EXERCISE DESCRIPTION – Among the entries below, find the lines with the word "image" and copy them.

##### SUPPLIED MATERIAL

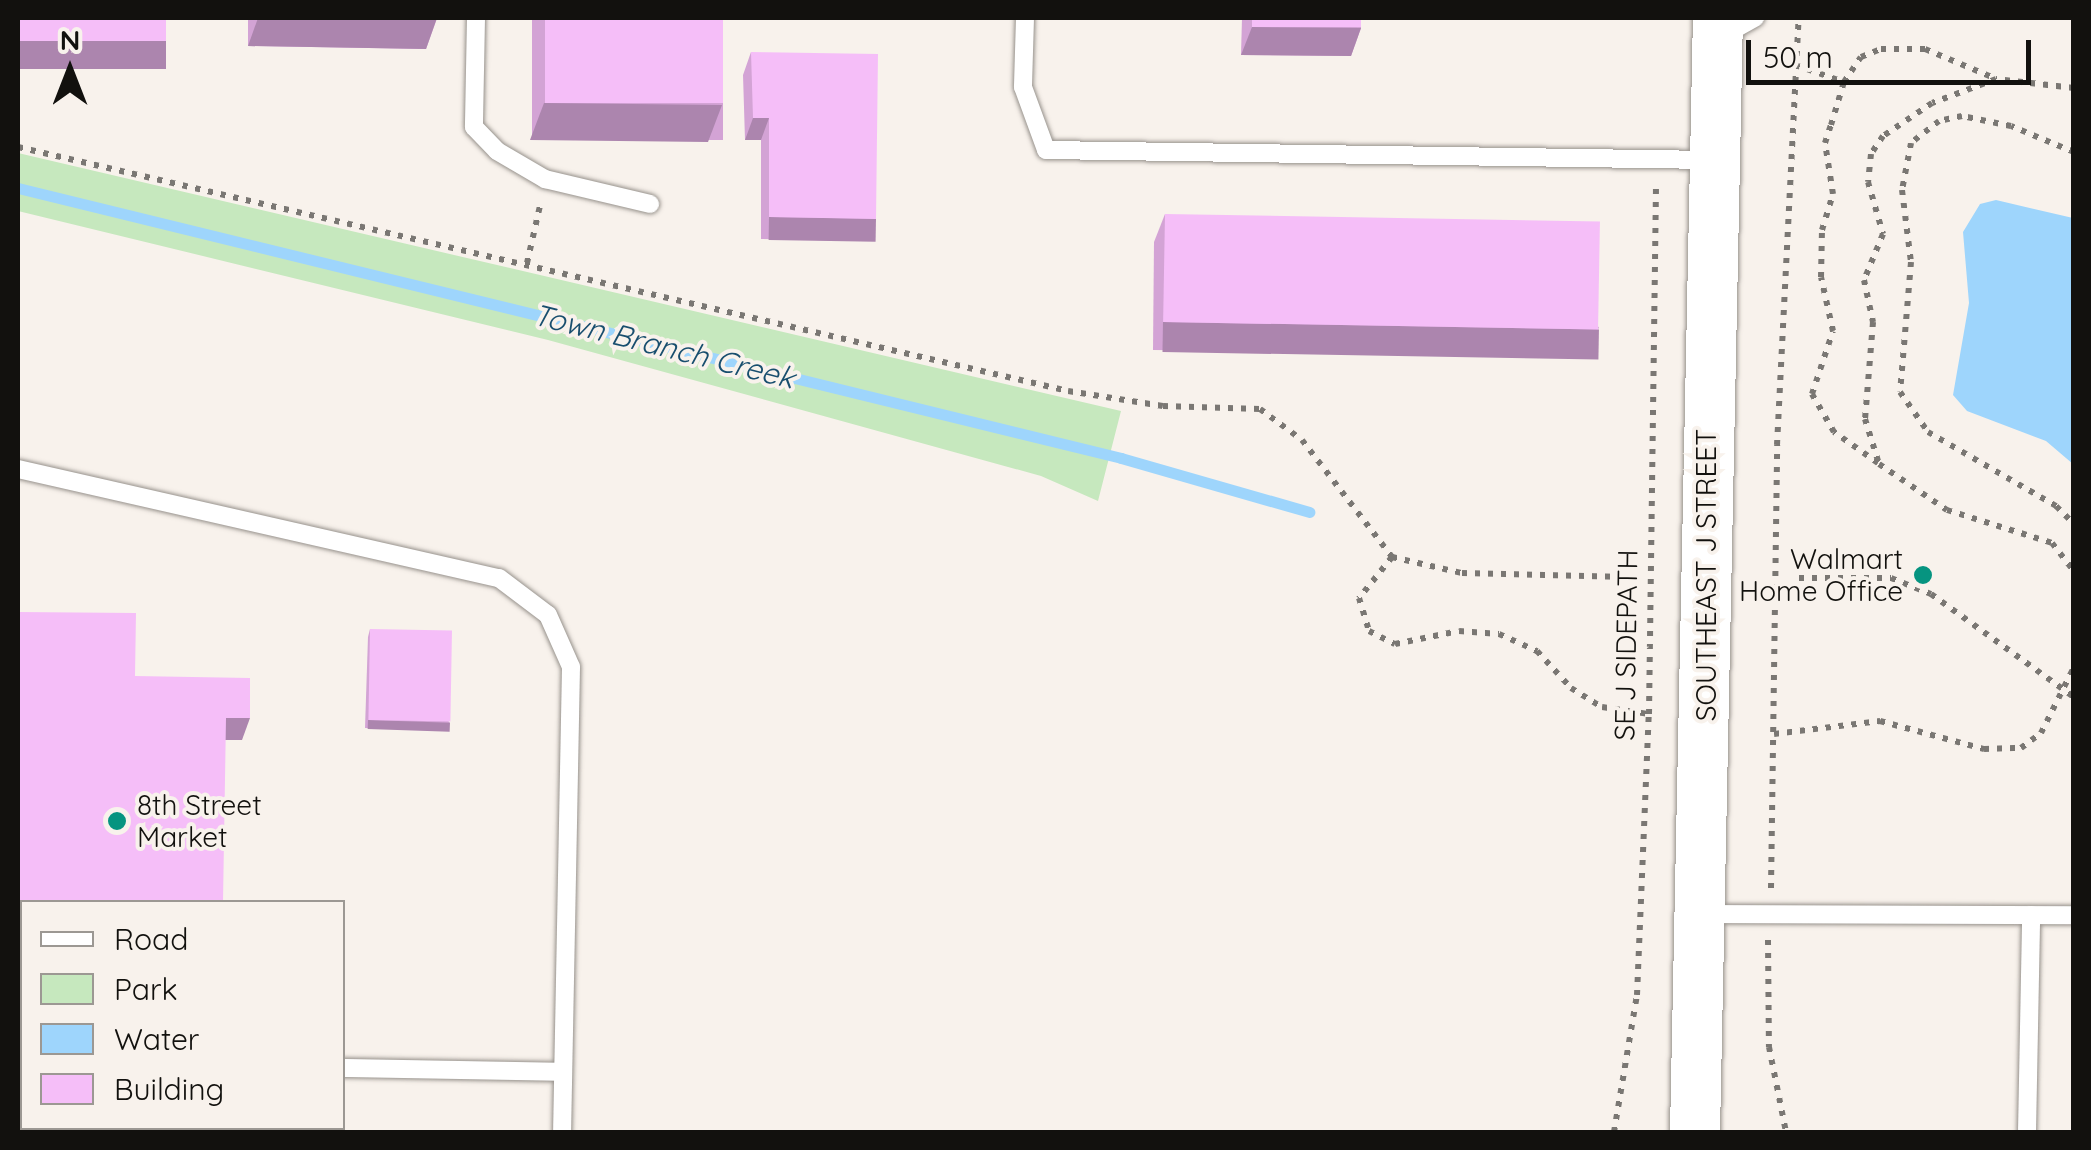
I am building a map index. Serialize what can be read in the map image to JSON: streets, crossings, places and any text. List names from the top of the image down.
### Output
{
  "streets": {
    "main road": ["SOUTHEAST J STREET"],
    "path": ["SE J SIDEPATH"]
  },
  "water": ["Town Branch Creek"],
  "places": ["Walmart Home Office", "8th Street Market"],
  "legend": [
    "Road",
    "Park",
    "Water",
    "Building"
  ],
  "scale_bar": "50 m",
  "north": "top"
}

##########
##### SUPPLIED MATERIAL

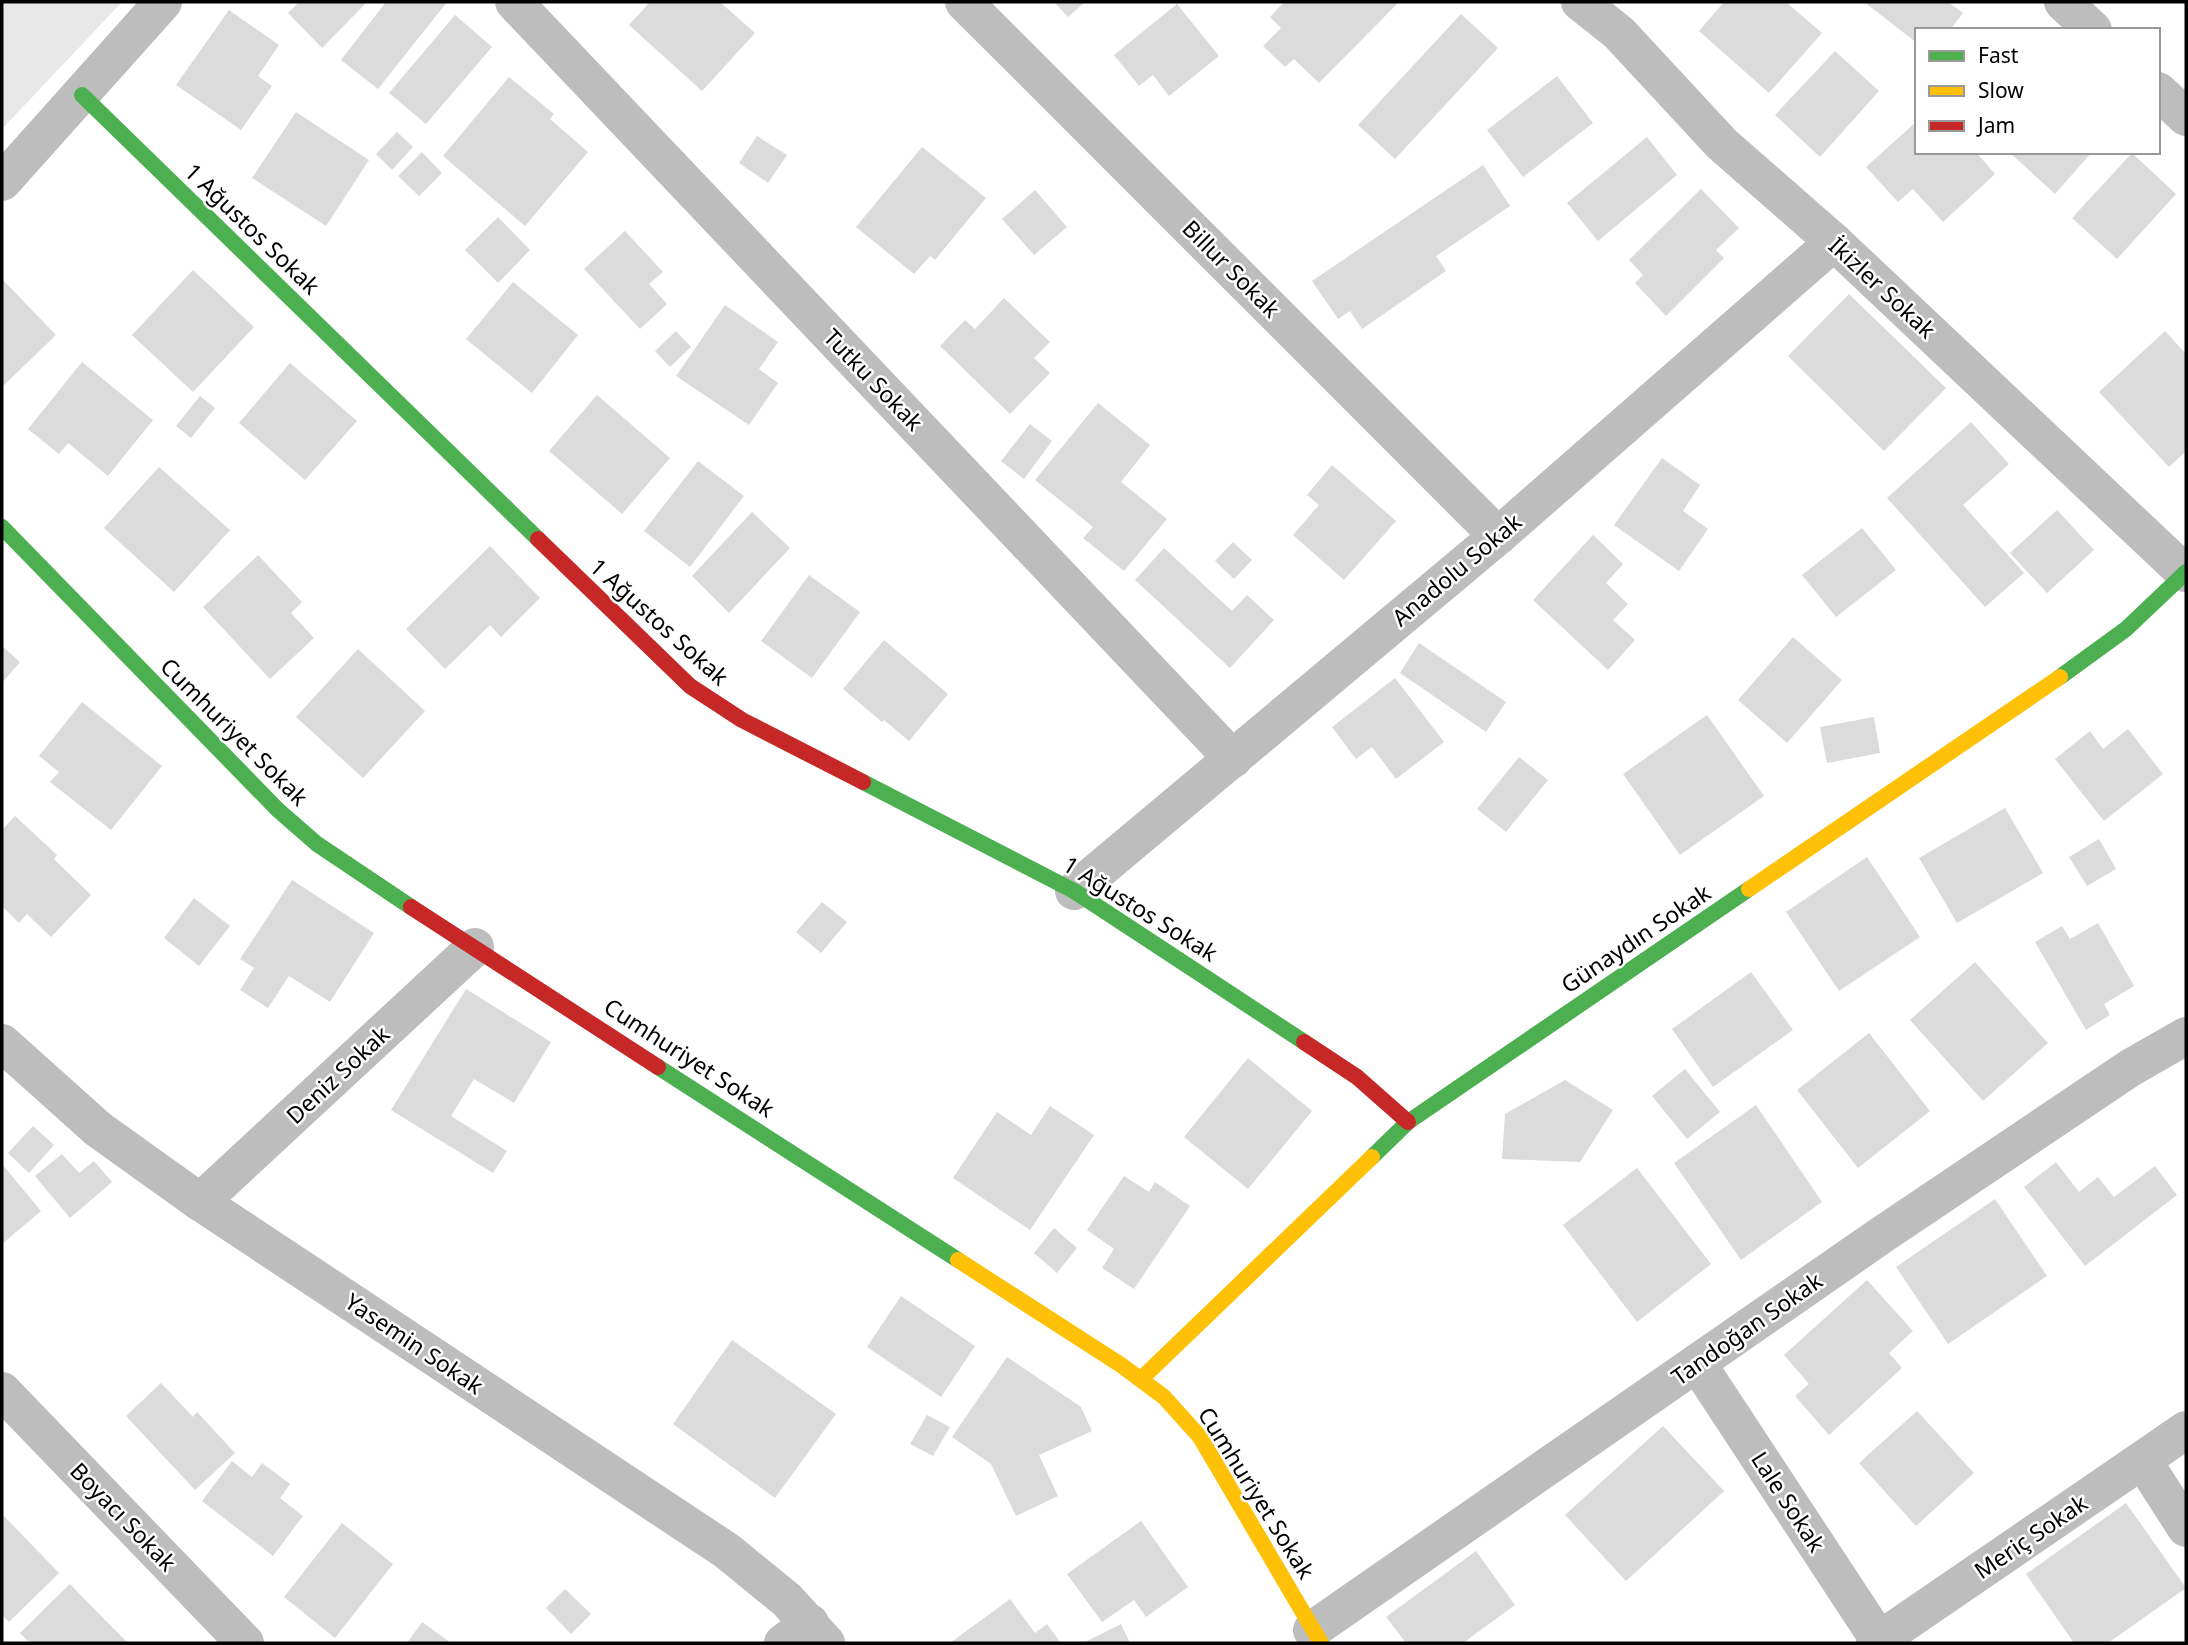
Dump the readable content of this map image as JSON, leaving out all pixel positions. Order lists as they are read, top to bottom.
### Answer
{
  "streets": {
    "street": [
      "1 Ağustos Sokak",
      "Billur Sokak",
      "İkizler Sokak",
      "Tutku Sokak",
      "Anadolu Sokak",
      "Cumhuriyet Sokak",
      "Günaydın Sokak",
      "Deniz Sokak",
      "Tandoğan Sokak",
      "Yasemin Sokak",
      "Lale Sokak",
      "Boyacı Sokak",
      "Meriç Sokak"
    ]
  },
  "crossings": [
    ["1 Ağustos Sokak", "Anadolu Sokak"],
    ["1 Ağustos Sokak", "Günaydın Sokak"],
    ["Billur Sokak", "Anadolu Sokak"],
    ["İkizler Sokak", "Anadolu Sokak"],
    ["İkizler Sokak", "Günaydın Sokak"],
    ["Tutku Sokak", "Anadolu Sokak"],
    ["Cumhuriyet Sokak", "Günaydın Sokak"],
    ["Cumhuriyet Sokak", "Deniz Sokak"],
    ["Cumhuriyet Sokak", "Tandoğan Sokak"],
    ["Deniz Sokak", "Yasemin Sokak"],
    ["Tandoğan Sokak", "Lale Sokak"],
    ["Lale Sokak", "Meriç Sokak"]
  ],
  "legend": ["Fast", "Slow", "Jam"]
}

##########

TASK ANSWER –
I am building a map index. Serialize what can be read in the map image to JSON: streets, crossings, places and any text. List names from the top of the image down.
Dump the readable content of this map image as JSON, leaving out all pixel positions. Order lists as they are read, top to bottom.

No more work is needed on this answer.